Stored data
--*--

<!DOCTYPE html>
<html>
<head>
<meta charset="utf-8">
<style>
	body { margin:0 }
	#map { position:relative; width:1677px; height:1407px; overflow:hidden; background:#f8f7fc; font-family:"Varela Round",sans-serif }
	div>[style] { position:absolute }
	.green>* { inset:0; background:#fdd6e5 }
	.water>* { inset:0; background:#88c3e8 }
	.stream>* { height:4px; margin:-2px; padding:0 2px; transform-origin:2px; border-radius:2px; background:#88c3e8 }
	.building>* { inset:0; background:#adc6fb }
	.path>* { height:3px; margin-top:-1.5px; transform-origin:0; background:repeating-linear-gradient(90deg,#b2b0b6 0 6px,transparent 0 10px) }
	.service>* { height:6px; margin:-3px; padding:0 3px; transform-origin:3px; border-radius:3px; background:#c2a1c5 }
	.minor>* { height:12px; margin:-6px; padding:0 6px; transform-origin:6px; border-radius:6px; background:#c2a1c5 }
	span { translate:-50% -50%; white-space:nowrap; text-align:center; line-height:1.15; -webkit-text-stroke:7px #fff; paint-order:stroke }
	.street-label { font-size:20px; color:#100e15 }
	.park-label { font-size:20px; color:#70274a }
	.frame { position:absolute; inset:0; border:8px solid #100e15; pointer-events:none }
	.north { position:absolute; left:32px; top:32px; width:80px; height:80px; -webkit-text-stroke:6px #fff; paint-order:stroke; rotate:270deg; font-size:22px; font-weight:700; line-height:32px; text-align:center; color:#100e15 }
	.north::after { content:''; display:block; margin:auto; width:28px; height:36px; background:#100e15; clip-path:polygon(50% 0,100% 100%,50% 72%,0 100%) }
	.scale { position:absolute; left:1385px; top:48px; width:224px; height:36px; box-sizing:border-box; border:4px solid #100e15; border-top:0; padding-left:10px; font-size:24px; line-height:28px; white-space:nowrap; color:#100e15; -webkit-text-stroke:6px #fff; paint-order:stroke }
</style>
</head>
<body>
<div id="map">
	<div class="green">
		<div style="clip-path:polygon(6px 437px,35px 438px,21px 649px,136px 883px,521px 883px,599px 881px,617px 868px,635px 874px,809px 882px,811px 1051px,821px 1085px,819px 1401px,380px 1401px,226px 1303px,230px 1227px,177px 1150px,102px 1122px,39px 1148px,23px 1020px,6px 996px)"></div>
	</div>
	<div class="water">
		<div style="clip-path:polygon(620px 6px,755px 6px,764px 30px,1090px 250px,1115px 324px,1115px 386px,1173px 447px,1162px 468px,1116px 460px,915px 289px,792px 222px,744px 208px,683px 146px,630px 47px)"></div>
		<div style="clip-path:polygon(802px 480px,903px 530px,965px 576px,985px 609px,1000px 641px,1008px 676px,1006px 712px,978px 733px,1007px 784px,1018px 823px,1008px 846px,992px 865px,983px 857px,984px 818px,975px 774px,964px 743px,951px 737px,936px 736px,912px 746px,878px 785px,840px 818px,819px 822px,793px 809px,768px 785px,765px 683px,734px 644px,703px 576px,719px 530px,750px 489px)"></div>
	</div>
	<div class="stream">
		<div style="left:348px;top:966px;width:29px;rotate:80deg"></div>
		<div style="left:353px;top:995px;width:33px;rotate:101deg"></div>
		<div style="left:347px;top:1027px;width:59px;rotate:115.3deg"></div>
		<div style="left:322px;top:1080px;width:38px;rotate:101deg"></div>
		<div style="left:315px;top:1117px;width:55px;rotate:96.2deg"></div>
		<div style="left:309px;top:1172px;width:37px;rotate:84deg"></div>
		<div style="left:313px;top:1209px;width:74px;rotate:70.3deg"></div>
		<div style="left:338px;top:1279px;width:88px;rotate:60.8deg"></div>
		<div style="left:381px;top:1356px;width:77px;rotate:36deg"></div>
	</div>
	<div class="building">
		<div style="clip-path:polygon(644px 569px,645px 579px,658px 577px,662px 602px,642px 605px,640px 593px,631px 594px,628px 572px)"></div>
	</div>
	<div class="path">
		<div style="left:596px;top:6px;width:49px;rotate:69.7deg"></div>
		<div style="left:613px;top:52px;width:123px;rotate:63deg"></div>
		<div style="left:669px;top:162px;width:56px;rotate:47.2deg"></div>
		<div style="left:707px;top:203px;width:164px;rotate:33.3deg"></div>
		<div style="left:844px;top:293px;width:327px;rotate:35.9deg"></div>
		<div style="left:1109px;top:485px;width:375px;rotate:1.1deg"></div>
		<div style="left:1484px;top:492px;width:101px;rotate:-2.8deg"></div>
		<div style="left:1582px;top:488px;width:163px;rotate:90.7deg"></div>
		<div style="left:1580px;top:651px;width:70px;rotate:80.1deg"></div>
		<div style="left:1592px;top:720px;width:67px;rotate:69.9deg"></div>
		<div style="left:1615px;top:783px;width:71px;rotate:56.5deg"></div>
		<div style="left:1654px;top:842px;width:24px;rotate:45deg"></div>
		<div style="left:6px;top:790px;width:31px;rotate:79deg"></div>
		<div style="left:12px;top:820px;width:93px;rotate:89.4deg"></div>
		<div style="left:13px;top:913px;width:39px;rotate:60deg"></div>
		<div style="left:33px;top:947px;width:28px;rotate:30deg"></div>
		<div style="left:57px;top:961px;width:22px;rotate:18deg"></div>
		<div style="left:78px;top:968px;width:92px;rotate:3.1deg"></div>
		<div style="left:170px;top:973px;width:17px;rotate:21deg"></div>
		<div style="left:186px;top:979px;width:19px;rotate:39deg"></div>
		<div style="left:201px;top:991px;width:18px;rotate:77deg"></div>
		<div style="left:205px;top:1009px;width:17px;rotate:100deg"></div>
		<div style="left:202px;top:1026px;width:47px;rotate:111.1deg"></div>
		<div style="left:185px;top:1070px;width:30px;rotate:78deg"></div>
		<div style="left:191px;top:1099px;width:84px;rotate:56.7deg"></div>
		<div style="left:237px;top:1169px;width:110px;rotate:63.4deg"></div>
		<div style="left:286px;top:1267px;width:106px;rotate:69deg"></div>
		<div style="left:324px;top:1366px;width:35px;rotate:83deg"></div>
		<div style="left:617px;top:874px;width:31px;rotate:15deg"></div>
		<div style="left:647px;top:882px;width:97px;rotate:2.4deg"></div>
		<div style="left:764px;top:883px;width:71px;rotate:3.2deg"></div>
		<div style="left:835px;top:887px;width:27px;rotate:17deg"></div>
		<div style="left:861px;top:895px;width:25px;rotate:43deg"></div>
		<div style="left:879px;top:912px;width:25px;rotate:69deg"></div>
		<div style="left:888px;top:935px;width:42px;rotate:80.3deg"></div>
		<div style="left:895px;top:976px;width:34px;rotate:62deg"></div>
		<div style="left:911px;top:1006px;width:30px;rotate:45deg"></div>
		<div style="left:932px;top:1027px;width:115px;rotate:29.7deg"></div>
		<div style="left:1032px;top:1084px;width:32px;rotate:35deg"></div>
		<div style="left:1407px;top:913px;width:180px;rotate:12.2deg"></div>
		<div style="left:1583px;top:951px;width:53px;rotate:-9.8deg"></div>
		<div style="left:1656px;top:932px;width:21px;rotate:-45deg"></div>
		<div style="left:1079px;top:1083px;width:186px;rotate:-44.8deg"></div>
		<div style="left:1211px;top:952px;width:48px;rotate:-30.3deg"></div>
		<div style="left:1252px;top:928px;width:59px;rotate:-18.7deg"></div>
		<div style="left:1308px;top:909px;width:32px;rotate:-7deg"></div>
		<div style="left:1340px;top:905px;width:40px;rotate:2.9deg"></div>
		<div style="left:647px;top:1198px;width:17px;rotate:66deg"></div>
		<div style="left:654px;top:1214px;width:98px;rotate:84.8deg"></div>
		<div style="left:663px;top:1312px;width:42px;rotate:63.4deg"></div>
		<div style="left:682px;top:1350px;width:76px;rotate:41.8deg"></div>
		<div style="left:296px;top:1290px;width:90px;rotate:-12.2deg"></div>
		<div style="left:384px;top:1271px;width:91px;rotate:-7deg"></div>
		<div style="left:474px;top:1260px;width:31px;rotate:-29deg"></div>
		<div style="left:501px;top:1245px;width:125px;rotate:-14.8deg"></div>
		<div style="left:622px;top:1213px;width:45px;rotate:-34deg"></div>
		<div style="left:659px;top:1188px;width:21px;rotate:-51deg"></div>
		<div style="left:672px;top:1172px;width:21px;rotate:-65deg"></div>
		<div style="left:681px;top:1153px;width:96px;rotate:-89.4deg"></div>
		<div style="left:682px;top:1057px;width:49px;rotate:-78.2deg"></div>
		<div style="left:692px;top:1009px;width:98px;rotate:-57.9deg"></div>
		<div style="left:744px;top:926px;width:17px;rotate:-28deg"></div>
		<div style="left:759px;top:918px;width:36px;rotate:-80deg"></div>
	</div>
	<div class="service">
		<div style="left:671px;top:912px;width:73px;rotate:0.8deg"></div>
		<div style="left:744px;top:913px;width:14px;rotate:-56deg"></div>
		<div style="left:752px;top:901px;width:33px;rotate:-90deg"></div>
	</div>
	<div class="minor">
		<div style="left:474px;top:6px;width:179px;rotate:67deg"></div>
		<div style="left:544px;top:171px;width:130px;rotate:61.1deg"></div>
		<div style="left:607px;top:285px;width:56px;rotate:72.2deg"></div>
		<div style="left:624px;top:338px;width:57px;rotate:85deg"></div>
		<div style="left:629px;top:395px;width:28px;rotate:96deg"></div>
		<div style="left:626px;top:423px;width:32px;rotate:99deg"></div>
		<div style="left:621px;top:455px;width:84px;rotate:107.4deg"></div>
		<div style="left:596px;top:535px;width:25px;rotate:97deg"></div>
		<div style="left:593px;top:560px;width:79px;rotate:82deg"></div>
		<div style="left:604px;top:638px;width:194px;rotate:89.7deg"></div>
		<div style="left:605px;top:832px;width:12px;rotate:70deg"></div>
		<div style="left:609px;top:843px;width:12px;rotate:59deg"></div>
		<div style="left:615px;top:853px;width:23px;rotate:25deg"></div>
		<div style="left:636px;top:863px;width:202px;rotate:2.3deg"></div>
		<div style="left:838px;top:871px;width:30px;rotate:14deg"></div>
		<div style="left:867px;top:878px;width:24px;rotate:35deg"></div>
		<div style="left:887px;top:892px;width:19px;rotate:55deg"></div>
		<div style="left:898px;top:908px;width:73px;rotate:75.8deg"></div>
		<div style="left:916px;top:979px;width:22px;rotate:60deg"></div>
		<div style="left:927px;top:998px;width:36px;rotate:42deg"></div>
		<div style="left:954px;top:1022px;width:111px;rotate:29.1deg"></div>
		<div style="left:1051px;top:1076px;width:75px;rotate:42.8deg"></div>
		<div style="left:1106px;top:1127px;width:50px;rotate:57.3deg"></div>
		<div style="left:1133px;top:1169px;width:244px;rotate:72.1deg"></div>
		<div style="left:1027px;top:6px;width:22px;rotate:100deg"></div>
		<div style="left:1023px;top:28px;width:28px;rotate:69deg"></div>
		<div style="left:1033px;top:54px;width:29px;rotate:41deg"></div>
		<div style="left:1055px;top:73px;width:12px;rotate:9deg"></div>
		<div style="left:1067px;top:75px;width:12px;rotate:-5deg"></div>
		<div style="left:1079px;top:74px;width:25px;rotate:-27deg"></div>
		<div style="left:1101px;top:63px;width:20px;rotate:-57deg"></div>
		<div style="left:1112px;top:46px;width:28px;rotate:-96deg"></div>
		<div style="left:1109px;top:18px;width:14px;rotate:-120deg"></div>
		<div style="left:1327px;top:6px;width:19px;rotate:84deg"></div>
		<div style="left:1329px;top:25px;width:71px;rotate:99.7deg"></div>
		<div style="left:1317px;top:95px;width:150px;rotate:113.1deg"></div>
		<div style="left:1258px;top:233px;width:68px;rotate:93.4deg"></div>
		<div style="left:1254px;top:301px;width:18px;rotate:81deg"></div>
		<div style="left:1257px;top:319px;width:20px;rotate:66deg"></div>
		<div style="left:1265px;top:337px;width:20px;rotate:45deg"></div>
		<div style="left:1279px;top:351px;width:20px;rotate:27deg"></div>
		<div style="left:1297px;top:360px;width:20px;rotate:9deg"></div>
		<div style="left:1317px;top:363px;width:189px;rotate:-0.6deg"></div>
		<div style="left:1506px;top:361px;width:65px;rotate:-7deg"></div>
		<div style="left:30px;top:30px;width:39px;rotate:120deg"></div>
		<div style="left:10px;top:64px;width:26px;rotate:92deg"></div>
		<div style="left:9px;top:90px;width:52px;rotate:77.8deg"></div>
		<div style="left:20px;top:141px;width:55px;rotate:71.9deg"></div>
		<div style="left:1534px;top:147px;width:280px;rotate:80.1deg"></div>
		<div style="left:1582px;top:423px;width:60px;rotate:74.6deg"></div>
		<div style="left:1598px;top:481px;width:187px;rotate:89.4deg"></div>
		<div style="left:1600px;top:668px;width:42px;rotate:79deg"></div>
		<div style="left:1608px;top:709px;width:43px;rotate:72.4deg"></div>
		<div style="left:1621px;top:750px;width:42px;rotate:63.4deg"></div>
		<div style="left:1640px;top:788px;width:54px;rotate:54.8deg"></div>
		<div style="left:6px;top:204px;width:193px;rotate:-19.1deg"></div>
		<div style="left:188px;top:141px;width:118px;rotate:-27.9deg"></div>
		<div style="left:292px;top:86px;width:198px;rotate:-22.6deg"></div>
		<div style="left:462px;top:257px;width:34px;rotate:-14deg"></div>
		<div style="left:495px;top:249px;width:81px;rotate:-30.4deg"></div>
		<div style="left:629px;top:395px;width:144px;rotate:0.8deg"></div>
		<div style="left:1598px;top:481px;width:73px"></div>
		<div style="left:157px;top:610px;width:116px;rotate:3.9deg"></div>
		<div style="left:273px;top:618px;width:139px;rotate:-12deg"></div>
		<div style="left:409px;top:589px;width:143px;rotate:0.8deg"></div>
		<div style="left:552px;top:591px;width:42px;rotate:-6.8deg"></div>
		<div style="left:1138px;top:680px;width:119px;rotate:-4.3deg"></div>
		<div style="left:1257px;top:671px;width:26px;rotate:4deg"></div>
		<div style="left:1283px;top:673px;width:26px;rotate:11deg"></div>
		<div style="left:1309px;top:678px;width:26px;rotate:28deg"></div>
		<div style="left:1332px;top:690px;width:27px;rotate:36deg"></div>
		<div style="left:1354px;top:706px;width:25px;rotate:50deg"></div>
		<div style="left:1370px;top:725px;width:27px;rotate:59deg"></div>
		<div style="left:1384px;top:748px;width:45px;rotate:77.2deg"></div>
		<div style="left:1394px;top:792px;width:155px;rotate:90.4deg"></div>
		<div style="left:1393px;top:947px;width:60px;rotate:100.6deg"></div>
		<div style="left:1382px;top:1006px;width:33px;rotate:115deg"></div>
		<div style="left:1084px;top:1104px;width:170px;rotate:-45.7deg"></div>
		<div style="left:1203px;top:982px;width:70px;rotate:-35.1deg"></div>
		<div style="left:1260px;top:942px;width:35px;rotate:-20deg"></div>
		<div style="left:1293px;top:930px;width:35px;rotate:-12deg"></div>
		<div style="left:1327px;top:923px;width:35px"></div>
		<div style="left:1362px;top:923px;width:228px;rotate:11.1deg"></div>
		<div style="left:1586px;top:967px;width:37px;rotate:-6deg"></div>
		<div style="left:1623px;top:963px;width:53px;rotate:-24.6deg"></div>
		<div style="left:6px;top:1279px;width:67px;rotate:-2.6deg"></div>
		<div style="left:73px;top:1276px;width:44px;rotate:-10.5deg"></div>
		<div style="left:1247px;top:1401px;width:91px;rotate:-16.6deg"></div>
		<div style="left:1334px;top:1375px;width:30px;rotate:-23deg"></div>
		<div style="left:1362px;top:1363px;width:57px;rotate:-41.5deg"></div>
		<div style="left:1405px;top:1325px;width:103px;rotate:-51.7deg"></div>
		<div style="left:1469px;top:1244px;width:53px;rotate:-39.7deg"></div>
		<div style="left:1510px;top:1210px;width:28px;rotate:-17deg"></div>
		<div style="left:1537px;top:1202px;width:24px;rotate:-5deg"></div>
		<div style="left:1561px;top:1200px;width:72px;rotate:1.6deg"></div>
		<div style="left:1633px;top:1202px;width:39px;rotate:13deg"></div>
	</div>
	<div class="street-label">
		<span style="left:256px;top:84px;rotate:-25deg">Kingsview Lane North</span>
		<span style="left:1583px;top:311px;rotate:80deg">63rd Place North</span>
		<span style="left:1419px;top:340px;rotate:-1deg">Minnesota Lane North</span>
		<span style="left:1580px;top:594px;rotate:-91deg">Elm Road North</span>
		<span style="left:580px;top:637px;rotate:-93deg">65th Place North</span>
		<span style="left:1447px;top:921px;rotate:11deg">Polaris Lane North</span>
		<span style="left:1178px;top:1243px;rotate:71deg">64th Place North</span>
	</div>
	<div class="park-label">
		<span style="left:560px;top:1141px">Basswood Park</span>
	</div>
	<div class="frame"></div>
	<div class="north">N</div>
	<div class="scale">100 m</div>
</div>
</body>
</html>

--*--

### EXERCISE AIM:
Both the first line of the records above and the line containing "height:4px; margin:-2px; padding:0" are to be transcribed exactly, together with every line between them, and nothing else.

### EXPECTED ANSWER:
<!DOCTYPE html>
<html>
<head>
<meta charset="utf-8">
<style>
	body { margin:0 }
	#map { position:relative; width:1677px; height:1407px; overflow:hidden; background:#f8f7fc; font-family:"Varela Round",sans-serif }
	div>[style] { position:absolute }
	.green>* { inset:0; background:#fdd6e5 }
	.water>* { inset:0; background:#88c3e8 }
	.stream>* { height:4px; margin:-2px; padding:0 2px; transform-origin:2px; border-radius:2px; background:#88c3e8 }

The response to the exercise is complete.